What is expected —
After finding the line with "M669 305 762" in the entries below, retype exactly each line from there through the line with "M824 128 827 140 810 160 806 148Z", including that final line.

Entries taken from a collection
⁂

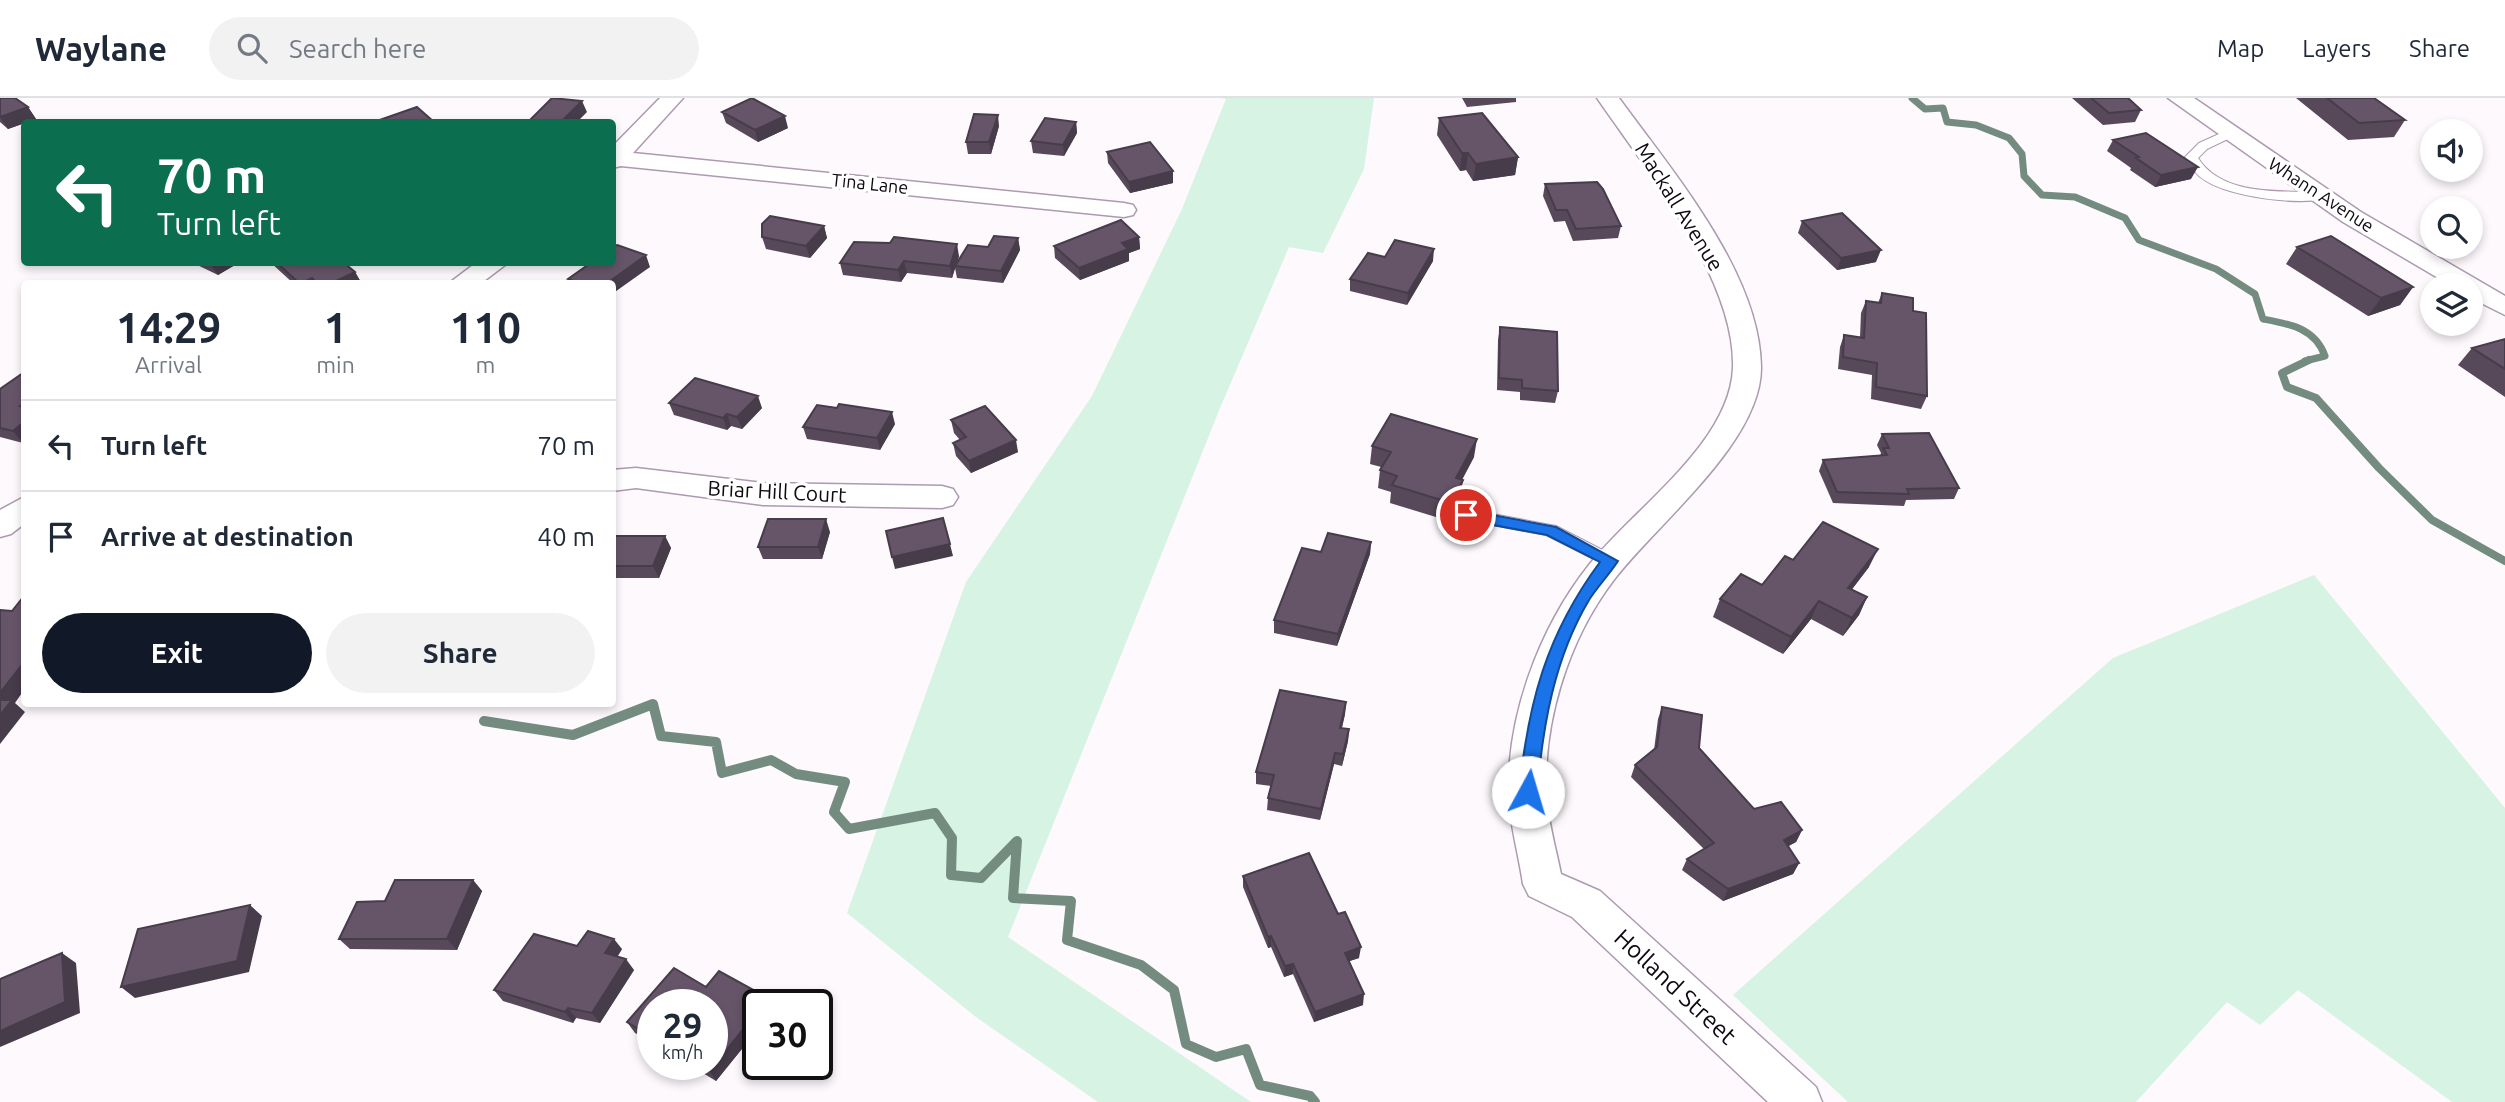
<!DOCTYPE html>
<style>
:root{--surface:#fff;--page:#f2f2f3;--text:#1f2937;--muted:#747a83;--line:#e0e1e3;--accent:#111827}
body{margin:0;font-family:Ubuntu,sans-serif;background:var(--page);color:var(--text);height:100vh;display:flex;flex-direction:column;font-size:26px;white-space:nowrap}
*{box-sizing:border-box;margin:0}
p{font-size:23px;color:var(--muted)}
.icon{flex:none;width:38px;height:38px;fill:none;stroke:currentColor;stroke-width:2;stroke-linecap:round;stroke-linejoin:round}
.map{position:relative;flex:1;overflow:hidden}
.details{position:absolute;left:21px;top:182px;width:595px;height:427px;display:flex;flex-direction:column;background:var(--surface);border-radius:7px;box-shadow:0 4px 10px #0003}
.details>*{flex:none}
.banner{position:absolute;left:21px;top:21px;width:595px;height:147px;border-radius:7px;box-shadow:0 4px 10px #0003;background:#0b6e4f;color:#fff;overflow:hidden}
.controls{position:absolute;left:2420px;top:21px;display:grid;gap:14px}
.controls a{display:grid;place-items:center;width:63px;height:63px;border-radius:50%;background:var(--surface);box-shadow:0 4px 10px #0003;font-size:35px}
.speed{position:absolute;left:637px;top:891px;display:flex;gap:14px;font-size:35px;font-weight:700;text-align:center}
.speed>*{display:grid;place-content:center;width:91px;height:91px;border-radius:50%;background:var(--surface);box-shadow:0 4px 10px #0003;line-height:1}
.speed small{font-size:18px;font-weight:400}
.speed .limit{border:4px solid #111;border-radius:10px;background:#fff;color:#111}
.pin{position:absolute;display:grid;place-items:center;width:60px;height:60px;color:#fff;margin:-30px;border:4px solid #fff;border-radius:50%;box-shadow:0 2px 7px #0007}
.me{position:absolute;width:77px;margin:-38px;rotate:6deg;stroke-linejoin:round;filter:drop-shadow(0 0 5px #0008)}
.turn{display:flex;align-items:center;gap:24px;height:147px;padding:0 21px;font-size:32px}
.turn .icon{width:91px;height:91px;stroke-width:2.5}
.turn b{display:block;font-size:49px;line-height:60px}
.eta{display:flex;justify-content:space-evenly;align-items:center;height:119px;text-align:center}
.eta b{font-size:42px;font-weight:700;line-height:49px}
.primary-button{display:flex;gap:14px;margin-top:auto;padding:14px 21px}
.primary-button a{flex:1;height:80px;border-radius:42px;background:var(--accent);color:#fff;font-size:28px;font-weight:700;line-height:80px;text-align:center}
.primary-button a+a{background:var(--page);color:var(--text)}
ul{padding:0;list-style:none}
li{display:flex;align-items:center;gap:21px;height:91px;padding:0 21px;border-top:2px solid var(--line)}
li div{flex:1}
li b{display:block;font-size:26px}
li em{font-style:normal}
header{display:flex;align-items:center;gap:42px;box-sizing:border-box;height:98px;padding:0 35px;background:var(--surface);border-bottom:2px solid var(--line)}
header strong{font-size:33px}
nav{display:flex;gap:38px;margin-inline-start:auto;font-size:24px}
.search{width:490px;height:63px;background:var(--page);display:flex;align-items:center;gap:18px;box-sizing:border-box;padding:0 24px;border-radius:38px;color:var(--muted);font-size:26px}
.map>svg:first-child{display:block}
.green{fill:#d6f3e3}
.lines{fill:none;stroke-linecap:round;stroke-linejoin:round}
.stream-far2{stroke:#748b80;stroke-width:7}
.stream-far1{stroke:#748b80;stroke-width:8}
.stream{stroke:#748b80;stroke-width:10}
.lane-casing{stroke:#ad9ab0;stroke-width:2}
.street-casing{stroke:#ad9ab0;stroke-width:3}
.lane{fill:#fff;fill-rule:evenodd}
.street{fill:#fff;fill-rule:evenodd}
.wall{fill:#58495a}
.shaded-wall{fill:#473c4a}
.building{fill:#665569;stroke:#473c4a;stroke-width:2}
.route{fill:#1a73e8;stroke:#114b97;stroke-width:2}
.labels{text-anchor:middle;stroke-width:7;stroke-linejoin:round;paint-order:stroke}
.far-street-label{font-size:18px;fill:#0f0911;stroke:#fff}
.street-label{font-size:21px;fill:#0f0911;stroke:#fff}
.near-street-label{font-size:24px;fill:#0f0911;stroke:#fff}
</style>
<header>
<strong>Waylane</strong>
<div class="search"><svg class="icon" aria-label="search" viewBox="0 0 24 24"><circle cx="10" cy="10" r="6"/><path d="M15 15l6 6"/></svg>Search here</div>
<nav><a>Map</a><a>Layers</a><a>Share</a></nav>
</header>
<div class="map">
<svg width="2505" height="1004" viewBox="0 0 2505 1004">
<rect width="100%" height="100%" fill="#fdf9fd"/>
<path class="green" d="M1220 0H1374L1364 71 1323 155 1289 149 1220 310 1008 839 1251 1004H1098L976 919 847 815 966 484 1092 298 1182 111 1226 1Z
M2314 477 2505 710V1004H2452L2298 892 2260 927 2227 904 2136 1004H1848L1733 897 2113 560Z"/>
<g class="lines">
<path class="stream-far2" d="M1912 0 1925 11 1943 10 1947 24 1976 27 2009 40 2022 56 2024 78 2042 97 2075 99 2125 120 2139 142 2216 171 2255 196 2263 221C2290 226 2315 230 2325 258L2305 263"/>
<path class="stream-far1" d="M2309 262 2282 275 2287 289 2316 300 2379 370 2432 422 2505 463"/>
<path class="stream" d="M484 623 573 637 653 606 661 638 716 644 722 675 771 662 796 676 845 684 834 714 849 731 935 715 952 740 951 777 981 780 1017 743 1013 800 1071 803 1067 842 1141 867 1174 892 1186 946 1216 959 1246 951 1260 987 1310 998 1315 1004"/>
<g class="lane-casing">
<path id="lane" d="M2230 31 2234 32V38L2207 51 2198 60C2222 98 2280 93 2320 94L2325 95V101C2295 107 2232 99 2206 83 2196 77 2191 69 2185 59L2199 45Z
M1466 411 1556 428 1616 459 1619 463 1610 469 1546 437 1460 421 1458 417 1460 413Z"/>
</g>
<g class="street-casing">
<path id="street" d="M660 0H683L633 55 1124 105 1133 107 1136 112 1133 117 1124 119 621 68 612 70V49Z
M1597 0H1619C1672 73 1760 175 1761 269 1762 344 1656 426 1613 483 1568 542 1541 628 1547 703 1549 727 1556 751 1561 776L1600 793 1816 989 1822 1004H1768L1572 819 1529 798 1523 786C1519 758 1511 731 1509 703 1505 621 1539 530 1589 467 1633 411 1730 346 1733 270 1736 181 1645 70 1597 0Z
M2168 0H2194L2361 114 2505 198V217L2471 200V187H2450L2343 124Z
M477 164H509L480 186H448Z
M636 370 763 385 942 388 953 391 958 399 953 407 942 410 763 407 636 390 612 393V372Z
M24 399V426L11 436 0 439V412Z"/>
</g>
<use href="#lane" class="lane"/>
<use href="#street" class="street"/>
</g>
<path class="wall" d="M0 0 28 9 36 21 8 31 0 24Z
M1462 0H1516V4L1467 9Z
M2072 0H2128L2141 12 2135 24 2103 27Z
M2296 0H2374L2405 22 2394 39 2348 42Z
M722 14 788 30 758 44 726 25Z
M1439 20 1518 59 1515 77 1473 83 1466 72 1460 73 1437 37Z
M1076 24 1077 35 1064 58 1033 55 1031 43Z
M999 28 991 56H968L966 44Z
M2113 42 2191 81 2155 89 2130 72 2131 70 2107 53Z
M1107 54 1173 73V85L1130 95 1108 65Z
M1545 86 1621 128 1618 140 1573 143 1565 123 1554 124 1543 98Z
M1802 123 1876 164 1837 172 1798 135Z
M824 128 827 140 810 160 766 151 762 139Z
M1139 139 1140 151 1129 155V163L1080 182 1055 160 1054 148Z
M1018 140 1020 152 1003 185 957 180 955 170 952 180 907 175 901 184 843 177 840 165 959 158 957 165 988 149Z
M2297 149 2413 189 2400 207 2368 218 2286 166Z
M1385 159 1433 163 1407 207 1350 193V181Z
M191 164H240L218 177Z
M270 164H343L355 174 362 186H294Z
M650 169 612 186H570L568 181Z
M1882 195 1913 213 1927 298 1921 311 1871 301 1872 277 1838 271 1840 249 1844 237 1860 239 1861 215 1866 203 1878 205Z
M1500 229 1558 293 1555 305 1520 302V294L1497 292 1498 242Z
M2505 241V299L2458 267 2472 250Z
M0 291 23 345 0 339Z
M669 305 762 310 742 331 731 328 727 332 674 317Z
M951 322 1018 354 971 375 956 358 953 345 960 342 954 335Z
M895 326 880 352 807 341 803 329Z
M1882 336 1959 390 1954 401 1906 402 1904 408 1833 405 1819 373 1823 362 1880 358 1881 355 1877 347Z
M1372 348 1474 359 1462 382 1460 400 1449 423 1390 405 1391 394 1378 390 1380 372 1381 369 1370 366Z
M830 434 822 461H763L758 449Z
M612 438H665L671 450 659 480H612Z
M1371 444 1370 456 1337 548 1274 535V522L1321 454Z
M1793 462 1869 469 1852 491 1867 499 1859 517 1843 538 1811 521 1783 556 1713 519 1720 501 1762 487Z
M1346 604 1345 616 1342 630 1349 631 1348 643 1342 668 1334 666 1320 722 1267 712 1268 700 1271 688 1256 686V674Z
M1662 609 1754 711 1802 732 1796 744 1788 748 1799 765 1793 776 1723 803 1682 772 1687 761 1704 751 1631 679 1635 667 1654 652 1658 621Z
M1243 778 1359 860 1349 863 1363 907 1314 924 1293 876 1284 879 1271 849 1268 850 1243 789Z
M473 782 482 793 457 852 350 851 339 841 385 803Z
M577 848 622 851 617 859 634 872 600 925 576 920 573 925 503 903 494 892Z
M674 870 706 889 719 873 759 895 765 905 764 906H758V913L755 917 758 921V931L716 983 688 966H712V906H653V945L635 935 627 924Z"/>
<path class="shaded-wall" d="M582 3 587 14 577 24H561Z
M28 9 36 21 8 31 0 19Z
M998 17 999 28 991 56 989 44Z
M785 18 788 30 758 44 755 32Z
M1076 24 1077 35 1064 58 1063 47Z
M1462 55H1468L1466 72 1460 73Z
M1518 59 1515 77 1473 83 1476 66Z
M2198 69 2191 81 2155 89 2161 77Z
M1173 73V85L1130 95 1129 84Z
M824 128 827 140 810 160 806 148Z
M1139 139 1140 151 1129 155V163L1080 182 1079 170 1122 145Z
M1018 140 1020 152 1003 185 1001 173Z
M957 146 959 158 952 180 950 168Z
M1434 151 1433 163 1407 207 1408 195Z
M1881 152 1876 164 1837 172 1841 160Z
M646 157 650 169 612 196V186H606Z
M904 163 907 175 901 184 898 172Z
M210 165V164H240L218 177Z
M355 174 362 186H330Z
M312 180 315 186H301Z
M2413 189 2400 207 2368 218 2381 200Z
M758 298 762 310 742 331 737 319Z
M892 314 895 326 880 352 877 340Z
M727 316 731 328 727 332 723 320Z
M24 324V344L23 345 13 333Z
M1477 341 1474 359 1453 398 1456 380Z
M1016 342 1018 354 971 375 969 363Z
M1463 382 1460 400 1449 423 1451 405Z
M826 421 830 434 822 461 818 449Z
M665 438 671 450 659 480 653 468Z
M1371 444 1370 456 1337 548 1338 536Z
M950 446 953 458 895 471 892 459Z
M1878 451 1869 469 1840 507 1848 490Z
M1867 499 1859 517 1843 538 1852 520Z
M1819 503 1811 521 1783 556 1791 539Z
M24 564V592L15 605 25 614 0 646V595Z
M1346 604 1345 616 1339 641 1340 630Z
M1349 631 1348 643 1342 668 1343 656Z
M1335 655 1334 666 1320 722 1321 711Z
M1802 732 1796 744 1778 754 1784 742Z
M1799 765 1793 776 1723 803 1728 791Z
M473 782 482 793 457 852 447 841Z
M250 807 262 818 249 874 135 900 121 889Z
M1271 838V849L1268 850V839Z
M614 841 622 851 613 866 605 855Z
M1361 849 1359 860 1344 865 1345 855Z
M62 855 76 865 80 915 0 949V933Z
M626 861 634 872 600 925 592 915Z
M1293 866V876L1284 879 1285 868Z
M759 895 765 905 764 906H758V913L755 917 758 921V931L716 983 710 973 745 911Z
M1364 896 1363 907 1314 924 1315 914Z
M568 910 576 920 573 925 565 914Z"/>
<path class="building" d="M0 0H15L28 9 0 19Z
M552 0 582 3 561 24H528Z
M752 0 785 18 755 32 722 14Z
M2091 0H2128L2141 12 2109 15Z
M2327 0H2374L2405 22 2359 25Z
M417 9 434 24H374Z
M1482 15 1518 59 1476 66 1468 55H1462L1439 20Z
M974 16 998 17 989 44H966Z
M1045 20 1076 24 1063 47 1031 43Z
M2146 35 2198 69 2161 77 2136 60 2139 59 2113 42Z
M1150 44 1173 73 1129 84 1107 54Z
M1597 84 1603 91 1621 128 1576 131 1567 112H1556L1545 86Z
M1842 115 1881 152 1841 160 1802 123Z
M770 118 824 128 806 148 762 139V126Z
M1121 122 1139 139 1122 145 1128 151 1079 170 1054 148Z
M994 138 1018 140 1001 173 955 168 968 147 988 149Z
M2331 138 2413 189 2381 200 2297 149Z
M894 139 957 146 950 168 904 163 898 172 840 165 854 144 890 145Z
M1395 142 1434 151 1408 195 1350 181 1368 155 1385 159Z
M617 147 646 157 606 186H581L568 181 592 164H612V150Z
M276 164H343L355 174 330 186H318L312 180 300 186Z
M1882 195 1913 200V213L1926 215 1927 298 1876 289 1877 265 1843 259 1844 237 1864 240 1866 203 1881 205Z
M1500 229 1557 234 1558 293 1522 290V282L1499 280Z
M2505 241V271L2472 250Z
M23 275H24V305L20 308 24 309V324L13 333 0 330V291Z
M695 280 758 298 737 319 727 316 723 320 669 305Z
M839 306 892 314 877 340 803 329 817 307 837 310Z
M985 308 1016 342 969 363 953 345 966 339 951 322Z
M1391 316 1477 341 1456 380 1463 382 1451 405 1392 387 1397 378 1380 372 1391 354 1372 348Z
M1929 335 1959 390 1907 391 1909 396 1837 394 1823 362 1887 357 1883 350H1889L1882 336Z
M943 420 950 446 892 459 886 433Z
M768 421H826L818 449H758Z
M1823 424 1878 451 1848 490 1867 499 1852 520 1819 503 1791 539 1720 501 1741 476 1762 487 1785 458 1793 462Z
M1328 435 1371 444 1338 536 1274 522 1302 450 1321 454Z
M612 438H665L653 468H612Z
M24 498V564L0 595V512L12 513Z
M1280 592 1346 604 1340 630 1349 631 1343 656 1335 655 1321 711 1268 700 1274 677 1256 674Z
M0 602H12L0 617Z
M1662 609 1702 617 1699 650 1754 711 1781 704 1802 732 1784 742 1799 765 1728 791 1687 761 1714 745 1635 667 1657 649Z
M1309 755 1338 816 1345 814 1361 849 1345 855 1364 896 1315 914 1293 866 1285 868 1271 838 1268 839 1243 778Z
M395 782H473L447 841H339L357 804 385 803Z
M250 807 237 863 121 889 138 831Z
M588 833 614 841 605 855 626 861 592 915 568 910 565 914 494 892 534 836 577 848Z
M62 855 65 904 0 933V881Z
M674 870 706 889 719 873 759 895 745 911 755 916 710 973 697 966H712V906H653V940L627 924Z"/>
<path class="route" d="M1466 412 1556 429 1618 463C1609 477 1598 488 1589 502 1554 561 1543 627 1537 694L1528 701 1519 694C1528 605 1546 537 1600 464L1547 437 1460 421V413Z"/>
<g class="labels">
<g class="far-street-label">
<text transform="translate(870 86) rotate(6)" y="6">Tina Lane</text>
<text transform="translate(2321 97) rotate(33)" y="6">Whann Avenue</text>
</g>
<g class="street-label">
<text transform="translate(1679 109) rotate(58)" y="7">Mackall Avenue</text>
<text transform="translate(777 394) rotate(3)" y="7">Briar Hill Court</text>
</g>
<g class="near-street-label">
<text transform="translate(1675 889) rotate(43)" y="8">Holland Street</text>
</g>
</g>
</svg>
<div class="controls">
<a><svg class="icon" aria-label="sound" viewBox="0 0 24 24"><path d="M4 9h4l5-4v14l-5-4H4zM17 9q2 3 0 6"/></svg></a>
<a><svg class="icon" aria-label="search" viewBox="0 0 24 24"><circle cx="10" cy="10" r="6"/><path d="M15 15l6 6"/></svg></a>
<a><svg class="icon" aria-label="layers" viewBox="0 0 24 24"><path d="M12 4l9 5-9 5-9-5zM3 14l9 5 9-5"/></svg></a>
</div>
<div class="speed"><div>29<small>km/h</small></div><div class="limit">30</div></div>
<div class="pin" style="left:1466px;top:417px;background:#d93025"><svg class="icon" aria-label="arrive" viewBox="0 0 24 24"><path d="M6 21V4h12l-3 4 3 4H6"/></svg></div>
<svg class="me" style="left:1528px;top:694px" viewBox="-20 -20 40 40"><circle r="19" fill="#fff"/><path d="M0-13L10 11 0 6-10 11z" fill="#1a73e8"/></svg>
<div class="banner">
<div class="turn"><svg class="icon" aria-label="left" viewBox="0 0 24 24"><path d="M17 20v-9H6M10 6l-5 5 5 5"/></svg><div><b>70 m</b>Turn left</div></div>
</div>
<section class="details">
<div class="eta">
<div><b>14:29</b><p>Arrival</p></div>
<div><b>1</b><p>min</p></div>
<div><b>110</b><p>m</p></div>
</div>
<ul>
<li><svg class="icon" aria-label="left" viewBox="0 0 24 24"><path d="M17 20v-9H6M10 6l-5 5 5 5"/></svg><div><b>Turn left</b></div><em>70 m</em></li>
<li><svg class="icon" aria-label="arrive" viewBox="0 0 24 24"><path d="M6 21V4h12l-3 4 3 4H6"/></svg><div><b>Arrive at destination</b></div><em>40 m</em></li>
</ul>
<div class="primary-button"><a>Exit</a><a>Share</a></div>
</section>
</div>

⁂

Response to the task —
M669 305 762 310 742 331 731 328 727 332 674 317Z
M951 322 1018 354 971 375 956 358 953 345 960 342 954 335Z
M895 326 880 352 807 341 803 329Z
M1882 336 1959 390 1954 401 1906 402 1904 408 1833 405 1819 373 1823 362 1880 358 1881 355 1877 347Z
M1372 348 1474 359 1462 382 1460 400 1449 423 1390 405 1391 394 1378 390 1380 372 1381 369 1370 366Z
M830 434 822 461H763L758 449Z
M612 438H665L671 450 659 480H612Z
M1371 444 1370 456 1337 548 1274 535V522L1321 454Z
M1793 462 1869 469 1852 491 1867 499 1859 517 1843 538 1811 521 1783 556 1713 519 1720 501 1762 487Z
M1346 604 1345 616 1342 630 1349 631 1348 643 1342 668 1334 666 1320 722 1267 712 1268 700 1271 688 1256 686V674Z
M1662 609 1754 711 1802 732 1796 744 1788 748 1799 765 1793 776 1723 803 1682 772 1687 761 1704 751 1631 679 1635 667 1654 652 1658 621Z
M1243 778 1359 860 1349 863 1363 907 1314 924 1293 876 1284 879 1271 849 1268 850 1243 789Z
M473 782 482 793 457 852 350 851 339 841 385 803Z
M577 848 622 851 617 859 634 872 600 925 576 920 573 925 503 903 494 892Z
M674 870 706 889 719 873 759 895 765 905 764 906H758V913L755 917 758 921V931L716 983 688 966H712V906H653V945L635 935 627 924Z"/>
<path class="shaded-wall" d="M582 3 587 14 577 24H561Z
M28 9 36 21 8 31 0 19Z
M998 17 999 28 991 56 989 44Z
M785 18 788 30 758 44 755 32Z
M1076 24 1077 35 1064 58 1063 47Z
M1462 55H1468L1466 72 1460 73Z
M1518 59 1515 77 1473 83 1476 66Z
M2198 69 2191 81 2155 89 2161 77Z
M1173 73V85L1130 95 1129 84Z
M824 128 827 140 810 160 806 148Z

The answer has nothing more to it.